Organized by the Middle Eastern and Middle Eastern American Center (MEMEAC), the lecture will explore the assault on, and the humanitarian resistance waged by Armenian deportees in Ottoman Syria during World War I.
Mouradian will present a multifaceted account of developments in Aleppo and across the network of concentration camps in Ras ul-Ain and along the banks of the Euphrates River from Meskeneh to Der Zor during the war, drawing upon previously untapped primary sources as well as fresh insights from others. The interactions between the local, regional, and central authorities on the one hand, and the humanitarian resistance waged by a network of Armenians aided by locals and western missionaries on the other, will be the focus of the illustrated presentation. Positioning the war effort at the core of Ottoman policies towards deportees in Ottoman Syria, the speaker will examine how, and why, a series of fateful decisions affecting hundreds of thousands of Armenian deportees, rolled out beginning in fall 1915, culminated in a second wave of massacres in the Syrian desert in summer 1916, and how thousands of Armenians survived the carnage through the efforts of the humanitarian resistance network.
Professor Armen T. Marsoobian will serve as discussant. He is a professor of philosophy at Southern Connecticut State University. His books include Fragments of a Lost Homeland: Remembering Armenia (I.B. Tauris, 2015).

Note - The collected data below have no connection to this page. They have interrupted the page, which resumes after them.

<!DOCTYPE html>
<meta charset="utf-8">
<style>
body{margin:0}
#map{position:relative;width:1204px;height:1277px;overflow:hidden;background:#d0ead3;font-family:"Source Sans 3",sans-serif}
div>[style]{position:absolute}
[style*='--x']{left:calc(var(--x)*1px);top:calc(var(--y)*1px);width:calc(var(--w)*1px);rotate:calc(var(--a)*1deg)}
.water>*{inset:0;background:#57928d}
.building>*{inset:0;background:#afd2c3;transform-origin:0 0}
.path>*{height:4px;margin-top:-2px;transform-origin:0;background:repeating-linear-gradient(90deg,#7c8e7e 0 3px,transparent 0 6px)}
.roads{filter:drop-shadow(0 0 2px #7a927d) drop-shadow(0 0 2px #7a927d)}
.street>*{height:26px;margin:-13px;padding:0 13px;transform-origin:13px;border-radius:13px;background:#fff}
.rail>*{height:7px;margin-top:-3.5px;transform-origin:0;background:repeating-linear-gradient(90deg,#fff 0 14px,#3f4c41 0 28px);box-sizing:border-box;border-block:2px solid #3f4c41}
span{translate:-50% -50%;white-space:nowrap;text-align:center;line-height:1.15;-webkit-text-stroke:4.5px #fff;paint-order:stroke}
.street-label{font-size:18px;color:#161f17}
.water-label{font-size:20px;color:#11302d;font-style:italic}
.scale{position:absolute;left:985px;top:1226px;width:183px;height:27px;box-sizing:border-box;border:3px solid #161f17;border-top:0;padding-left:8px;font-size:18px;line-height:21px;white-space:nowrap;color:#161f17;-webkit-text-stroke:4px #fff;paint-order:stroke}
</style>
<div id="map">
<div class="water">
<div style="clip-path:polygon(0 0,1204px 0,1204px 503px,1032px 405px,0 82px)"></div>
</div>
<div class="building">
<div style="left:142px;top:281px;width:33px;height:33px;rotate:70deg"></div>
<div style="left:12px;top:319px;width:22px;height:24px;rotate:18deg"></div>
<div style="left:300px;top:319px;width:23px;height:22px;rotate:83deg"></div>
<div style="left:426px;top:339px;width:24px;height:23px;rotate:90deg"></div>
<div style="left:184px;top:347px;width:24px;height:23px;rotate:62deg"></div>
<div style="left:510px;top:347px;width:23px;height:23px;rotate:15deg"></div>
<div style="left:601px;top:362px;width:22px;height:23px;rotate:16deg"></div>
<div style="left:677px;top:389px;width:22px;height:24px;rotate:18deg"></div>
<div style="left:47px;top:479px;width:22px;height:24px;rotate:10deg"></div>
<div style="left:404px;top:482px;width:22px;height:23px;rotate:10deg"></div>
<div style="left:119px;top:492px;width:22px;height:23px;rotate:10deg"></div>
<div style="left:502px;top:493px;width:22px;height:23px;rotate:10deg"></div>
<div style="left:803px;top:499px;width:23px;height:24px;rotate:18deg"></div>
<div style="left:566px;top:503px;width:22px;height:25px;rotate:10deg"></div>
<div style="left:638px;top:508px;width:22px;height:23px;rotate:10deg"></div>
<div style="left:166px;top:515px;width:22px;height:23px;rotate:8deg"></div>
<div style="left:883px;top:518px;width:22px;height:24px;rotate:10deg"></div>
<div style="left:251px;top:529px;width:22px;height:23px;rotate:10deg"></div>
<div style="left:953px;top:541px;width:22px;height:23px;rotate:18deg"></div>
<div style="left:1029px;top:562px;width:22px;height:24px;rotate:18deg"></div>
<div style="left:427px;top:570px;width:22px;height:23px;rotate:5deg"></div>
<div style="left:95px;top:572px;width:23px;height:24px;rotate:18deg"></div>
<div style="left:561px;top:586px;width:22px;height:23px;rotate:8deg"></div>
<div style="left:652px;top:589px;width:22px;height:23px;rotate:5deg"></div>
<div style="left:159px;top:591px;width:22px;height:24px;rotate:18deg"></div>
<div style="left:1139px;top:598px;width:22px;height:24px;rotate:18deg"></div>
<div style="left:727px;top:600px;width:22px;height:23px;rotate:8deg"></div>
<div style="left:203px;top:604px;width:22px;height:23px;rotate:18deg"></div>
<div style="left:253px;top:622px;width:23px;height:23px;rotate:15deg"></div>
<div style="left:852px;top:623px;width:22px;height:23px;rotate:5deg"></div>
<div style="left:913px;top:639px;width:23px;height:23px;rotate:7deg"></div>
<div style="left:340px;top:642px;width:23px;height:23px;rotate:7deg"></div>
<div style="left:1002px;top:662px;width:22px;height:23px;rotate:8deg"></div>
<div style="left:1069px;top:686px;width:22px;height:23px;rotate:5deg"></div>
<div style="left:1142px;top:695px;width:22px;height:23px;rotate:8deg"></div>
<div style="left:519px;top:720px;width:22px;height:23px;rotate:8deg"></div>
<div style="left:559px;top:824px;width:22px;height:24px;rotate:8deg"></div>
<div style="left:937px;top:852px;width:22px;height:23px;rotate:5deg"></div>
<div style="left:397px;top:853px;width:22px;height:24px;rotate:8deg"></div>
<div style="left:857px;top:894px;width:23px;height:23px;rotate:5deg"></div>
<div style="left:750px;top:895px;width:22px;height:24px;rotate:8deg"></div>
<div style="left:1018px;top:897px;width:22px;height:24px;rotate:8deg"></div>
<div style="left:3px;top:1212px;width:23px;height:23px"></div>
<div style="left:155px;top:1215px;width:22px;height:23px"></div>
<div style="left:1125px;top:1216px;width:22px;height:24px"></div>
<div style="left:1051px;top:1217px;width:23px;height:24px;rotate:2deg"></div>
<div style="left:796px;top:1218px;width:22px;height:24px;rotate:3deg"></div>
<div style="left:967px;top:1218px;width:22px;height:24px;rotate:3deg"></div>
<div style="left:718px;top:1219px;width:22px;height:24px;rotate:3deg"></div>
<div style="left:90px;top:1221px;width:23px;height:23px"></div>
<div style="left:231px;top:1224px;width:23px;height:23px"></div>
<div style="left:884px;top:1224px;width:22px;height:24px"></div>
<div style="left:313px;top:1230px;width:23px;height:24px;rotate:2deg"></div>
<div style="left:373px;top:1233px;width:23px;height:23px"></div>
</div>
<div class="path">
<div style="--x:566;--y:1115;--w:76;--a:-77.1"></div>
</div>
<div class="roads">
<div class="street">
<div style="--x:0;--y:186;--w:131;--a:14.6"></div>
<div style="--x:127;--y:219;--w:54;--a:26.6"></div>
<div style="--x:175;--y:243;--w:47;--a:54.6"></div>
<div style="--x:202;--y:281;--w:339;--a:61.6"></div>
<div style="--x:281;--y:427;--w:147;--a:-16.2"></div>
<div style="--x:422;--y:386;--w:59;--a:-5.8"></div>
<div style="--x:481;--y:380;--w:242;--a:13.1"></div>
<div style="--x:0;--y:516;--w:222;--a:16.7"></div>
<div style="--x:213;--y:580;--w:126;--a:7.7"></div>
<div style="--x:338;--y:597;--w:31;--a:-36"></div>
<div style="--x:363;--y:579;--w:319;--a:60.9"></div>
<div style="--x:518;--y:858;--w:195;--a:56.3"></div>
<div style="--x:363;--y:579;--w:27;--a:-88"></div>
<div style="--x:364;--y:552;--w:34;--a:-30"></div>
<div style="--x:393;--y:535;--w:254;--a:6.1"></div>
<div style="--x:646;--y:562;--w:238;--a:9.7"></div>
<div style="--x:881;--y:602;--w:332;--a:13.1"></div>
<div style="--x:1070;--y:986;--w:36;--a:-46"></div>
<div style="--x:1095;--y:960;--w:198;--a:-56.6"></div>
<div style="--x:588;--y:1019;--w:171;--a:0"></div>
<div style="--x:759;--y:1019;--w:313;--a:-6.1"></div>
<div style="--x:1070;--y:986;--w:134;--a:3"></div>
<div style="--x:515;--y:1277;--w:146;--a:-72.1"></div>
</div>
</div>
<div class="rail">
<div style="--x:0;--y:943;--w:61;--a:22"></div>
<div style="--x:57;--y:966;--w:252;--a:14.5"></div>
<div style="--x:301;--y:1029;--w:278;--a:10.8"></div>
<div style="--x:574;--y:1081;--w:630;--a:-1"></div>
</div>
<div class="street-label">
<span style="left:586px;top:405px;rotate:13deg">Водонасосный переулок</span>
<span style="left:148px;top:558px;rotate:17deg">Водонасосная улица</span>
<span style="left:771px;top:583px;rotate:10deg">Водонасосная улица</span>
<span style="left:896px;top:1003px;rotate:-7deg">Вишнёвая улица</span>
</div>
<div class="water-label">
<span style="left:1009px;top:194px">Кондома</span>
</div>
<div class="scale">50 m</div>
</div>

Dr. Khatchig Mouradian is a visiting assistant professor at the Division of Global Affairs at Rutgers University and the coordinator of the Armenian Genocide Program at the university’s Center for the Study of Genocide and Human Rights (CGHR). He teaches courses on imperialism, mass violence, and concentration camps in the History and Sociology departments at Rutgers. Mouradian is also adjunct professor at the Philosophy and Urban Studies departments at Worcester State University, where he teaches courses on urban space and conflict in the Middle East, genocide, collective memory, and human rights. Mouradian holds a PhD in history from the Strassler Center for Holocaust and Genocide Studies at Clark University.